[Data excerpts]
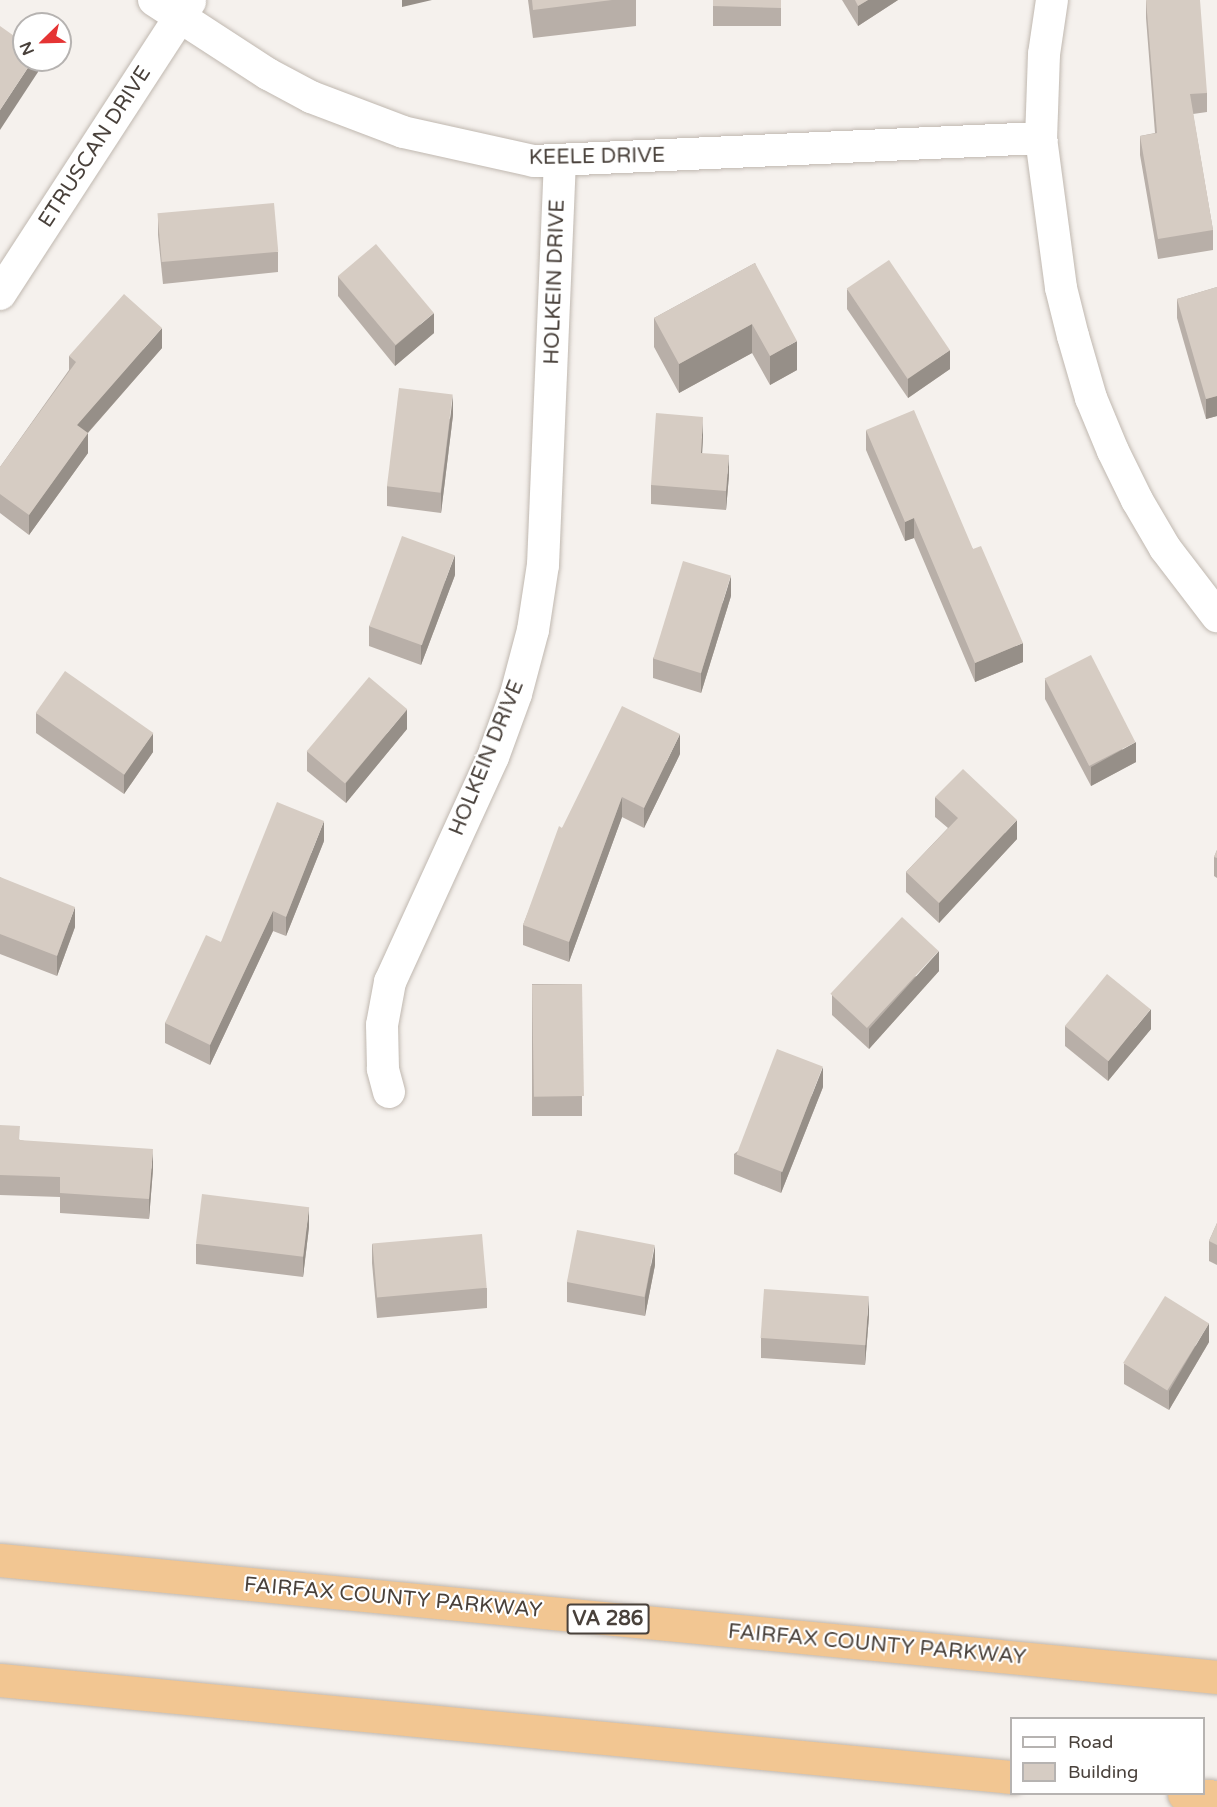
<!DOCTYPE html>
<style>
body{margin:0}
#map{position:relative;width:1217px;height:1807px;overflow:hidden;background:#f5f1ed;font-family:"Varela Round",sans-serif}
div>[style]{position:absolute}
.roads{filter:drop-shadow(0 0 2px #c0b8b0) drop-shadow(0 0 2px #c0b8b0)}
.minor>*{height:32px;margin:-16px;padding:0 16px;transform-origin:16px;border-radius:16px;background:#fff}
.trunk>*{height:33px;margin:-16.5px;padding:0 16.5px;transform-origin:16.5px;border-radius:16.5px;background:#f2c692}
.wall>*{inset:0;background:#b8afa8;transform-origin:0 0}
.shaded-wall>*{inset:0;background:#968f88}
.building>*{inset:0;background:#d6ccc3;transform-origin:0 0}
span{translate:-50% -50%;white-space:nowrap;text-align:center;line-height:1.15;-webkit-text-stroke:4.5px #fff;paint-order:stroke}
.shield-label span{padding:2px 4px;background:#fff;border:2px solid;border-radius:4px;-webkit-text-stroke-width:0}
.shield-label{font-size:20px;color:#49413b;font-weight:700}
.street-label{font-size:21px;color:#49413b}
.legend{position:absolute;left:1010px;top:1717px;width:195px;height:78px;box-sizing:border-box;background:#fff;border:2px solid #b6b3b1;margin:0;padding:8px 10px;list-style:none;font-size:18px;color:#49413b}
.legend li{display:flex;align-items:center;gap:12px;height:30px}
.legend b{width:30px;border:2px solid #b6b3b1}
.north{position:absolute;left:12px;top:12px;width:60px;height:60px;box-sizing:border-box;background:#fff;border:2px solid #b6b3b1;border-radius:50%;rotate:247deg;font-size:16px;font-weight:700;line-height:24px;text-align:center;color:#49413b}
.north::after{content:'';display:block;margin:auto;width:21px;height:27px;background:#e53434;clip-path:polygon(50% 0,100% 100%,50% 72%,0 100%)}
</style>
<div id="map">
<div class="roads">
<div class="minor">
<i style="left:154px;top:0;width:136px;rotate:33deg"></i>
<i style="left:268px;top:74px;width:49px;rotate:28.1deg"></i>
<i style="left:311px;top:97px;width:98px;rotate:20.8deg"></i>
<i style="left:403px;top:132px;width:134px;rotate:12.5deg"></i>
<i style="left:534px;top:161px;width:508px;rotate:-2.6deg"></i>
<i style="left:1052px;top:0;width:55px;rotate:98.4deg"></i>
<i style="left:1044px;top:54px;width:84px;rotate:92deg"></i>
<i style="left:1041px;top:138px;width:151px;rotate:82.4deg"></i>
<i style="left:1061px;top:288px;width:49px;rotate:76deg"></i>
<i style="left:1073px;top:336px;width:65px;rotate:73.8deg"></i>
<i style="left:1091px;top:398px;width:57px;rotate:67.5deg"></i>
<i style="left:1113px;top:451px;width:55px;rotate:63.9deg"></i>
<i style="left:1137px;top:500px;width:56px;rotate:59.7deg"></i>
<i style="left:1165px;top:548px;width:86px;rotate:52.6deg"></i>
<i style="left:0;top:294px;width:349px;rotate:-57deg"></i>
<i style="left:389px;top:1092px;width:24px;rotate:-105deg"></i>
<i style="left:383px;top:1069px;width:44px;rotate:-91.3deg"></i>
<i style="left:382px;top:1025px;width:44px;rotate:-79.5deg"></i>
<i style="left:390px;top:982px;width:247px;rotate:-65.4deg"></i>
<i style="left:493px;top:757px;width:67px;rotate:-69.9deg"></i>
<i style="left:516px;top:694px;width:66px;rotate:-75.1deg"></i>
<i style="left:533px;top:630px;width:66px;rotate:-81.3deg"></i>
<i style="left:543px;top:565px;width:405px;rotate:-87.6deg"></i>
</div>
<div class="trunk">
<i style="left:0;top:1560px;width:1223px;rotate:5.49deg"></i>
<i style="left:0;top:1680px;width:1017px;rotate:5.48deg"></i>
<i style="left:1184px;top:1794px;width:33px;rotate:5deg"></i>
</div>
</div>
<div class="wall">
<i style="clip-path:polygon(528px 0,636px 0,636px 26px,533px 38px)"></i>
<i style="left:713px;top:0;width:68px;height:26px"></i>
<i style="clip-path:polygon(842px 0,898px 0,858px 26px)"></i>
<i style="clip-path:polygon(1146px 0,1207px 93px,1207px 112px,1193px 114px,1213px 230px,1213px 250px,1158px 259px,1140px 155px,1140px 136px,1155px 133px,1146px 18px)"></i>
<i style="clip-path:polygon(158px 215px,278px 252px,278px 272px,163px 284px,158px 235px)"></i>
<i style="clip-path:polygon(755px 263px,797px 370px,770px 385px,752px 353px,679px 393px,654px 347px,654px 318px)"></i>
<i style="clip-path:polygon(338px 276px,434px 333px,395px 366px,338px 296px)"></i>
<i style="clip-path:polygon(1217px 287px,1217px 416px,1206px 419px,1177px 318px,1177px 299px)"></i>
<i style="clip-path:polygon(847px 289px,950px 369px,908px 398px,847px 309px)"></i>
<i style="clip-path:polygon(162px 348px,88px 433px,88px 453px,29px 535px,0 513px,0 467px,69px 370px,69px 356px)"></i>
<i style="clip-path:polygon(453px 415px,441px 513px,387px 506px,387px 486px)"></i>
<i style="clip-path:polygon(866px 430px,973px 549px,1023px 662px,975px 682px,914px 538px,905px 541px,866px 450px)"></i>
<i style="clip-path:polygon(703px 437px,702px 453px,729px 475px,726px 510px,651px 504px,651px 485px)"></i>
<i style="clip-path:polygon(455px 575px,421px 665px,369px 646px,369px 626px)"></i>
<i style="clip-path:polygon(731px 596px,701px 693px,653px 678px,653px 658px)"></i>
<i style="clip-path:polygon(1045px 679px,1136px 762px,1091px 786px,1045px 699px)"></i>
<i style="clip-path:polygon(36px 713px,153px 752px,124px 794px,36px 733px)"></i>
<i style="clip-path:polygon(407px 729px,346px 803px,307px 771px,307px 751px)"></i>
<i style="clip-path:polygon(680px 754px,644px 828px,622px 817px,569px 962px,523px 945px,523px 925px,562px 828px)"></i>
<i style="clip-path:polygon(935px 797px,1017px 839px,939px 923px,906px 892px,906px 872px,948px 828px,935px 817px)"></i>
<i style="clip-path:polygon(324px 841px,286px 936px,273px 931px,210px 1065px,165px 1043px,165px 1023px,221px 942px)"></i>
<i style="clip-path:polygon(1217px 850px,1217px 878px,1214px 876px,1214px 857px)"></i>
<i style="clip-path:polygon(0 877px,75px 927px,57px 976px,0 954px)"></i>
<i style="clip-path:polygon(939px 971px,869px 1049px,832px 1015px,832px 995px)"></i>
<i style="left:582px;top:984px;width:132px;height:50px;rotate:90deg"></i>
<i style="clip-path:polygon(1065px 1026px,1151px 1029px,1108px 1081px,1065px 1046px)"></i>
<i style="clip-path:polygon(823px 1087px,781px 1193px,734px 1174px,734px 1154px)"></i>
<i style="clip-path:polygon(0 1125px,20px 1140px,153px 1169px,149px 1219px,60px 1213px,60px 1197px,0 1195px)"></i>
<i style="clip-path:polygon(1217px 1223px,1217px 1265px,1209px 1261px,1209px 1241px)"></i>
<i style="clip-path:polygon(309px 1227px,303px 1277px,196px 1264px,196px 1244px)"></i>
<i style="clip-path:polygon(372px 1244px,487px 1288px,487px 1308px,377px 1318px,372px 1263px)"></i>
<i style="clip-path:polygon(655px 1265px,645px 1316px,567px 1302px,567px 1282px)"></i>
<i style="clip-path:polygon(869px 1316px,865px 1365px,761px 1358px,761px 1338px)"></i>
<i style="clip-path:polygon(1209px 1342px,1169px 1410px,1124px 1384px,1124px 1364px)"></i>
</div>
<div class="shaded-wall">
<i style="clip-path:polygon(402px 0,432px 0,402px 7px)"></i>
<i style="clip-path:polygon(868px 0,898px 0,858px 26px,858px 6px)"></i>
<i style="clip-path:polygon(33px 60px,38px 60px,38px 72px,0 130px,0 110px)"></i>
<i style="clip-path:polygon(434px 313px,434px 333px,395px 366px,395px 346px)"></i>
<i style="clip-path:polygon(752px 324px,752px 353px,679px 393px,679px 364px)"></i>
<i style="clip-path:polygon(162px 328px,162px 348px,77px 445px,77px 425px)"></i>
<i style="clip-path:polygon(797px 341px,797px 370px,770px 385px,770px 356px)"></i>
<i style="clip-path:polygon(950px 350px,950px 369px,908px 398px,908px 378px)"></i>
<i style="clip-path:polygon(453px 395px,453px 415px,441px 513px,441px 493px)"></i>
<i style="clip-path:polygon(1217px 396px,1217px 416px,1206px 419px,1206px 399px)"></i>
<i style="clip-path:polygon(703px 417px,703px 437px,701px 473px,701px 453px)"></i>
<i style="clip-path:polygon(88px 433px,88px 453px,29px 535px,29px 515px)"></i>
<i style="clip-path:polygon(729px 455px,729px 475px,726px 510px,726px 491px)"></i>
<i style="clip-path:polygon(914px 518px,914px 538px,905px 541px,905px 522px)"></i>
<i style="clip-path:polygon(455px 555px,455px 575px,421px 665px,421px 645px)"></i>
<i style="clip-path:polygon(731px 576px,731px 596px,701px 693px,701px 673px)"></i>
<i style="clip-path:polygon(1023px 643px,1023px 662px,975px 682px,975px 663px)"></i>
<i style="clip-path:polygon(407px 709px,407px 729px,346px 803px,346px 783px)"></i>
<i style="clip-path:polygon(153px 733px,153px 752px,124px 794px,124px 774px)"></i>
<i style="clip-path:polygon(680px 734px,680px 754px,644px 828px,644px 808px)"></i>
<i style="clip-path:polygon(1136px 742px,1136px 762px,1091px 786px,1091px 767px)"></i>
<i style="clip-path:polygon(622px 797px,622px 817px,569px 962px,569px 942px)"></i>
<i style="clip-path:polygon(1017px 820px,1017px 839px,939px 923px,939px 903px)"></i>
<i style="clip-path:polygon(324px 821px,324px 841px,286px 936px,286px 917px)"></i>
<i style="clip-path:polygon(75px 907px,75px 927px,57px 976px,57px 956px)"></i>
<i style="clip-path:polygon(273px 911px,273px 931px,210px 1065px,210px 1045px)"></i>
<i style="clip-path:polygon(939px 951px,939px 971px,869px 1049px,869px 1029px)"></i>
<i style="clip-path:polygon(1151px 1009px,1151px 1029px,1108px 1081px,1108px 1061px)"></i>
<i style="clip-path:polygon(823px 1067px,823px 1087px,781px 1193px,781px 1173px)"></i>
<i style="clip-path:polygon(153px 1149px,153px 1169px,149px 1219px,149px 1199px)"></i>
<i style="clip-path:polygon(309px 1207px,309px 1227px,303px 1277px,303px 1257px)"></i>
<i style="clip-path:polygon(655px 1245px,655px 1265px,645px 1316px,645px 1297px)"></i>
<i style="clip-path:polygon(869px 1297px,869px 1316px,865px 1365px,865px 1346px)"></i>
<i style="clip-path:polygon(1209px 1323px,1209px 1342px,1169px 1410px,1169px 1391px)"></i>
</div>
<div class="building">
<i style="clip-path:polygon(532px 0,612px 0,533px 10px)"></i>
<i style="clip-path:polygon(713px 0,781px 0,781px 8px,713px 6px)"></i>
<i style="clip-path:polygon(855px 0,868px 0,858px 6px)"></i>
<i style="clip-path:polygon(1146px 0,1200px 0,1207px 93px,1190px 94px,1213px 230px,1158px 239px,1140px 136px,1157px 133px)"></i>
<i style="clip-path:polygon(0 26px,24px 43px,24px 60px,33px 60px,0 110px)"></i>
<i style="left:274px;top:203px;width:49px;height:117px;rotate:85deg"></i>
<i style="left:376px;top:244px;width:90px;height:50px;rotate:50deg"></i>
<i style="left:889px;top:260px;width:109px;height:51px;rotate:56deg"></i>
<i style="clip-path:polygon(755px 263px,797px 341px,770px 356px,752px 324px,679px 364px,654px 318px)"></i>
<i style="clip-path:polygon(1217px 287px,1217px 396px,1206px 399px,1177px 299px)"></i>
<i style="clip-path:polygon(124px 294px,162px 328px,77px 425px,88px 433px,29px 515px,0 494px,0 467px,76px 362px,69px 356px)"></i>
<i style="left:399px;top:388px;width:54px;height:99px;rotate:7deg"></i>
<i style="clip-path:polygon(914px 410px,973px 549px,981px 546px,1023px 643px,975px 663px,914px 518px,905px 522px,866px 430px)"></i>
<i style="clip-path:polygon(656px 413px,703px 417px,701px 453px,729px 455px,726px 491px,651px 485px)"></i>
<i style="left:402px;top:536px;width:56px;height:96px;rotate:20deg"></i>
<i style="left:683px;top:561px;width:50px;height:102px;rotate:17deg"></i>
<i style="left:1091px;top:655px;width:98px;height:52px;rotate:63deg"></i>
<i style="left:65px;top:671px;width:108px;height:51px;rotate:35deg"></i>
<i style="left:369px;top:677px;width:50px;height:97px;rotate:40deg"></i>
<i style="clip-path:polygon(622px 706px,680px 734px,644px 808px,622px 797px,569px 942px,523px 925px,559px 826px,562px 828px)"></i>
<i style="clip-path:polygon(963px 769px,1017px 820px,939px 903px,906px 872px,958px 818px,935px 797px)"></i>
<i style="clip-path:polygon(277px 802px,324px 821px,286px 917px,273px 911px,210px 1045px,165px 1023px,206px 935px,221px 942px)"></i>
<i style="clip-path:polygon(1217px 850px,1217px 858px,1214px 857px)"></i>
<i style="clip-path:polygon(0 877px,75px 907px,57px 956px,0 934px)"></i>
<i style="left:902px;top:917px;width:50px;height:105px;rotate:43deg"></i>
<i style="left:1107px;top:974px;width:56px;height:67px;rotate:39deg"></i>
<i style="left:582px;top:984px;width:112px;height:50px;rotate:89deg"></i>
<i style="left:777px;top:1049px;width:49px;height:113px;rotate:21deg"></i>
<i style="clip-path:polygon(0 1125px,20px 1126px,19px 1140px,153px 1149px,149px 1199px,60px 1193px,60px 1177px,0 1175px)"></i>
<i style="left:202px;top:1194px;width:108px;height:50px;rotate:7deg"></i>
<i style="clip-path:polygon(1217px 1223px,1217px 1245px,1209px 1241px)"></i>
<i style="left:577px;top:1230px;width:79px;height:53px;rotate:11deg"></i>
<i style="left:482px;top:1234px;width:54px;height:110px;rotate:85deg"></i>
<i style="left:764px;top:1289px;width:105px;height:49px;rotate:4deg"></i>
<i style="left:1165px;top:1296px;width:52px;height:79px;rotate:32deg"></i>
</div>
<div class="shield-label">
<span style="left:608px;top:1619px">VA 286</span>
</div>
<div class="street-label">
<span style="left:95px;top:147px;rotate:-57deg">ETRUSCAN DRIVE</span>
<span style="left:597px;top:157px;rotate:-1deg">KEELE DRIVE</span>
<span style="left:555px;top:282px;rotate:-88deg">HOLKEIN DRIVE</span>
<span style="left:487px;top:758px;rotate:-68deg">HOLKEIN DRIVE</span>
<span style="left:393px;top:1598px;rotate:5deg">FAIRFAX COUNTY PARKWAY</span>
<span style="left:877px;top:1645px;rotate:5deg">FAIRFAX COUNTY PARKWAY</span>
</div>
<ul class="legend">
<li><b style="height:8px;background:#fff"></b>Road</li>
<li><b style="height:16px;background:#d6ccc3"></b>Building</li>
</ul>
<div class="north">N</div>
</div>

§ **BRIEF**
Track down every line in the entries that includes the string "shaded", and copy it.

§ **REPLY TO THE TASK**
.shaded-wall>*{inset:0;background:#968f88}
<div class="shaded-wall">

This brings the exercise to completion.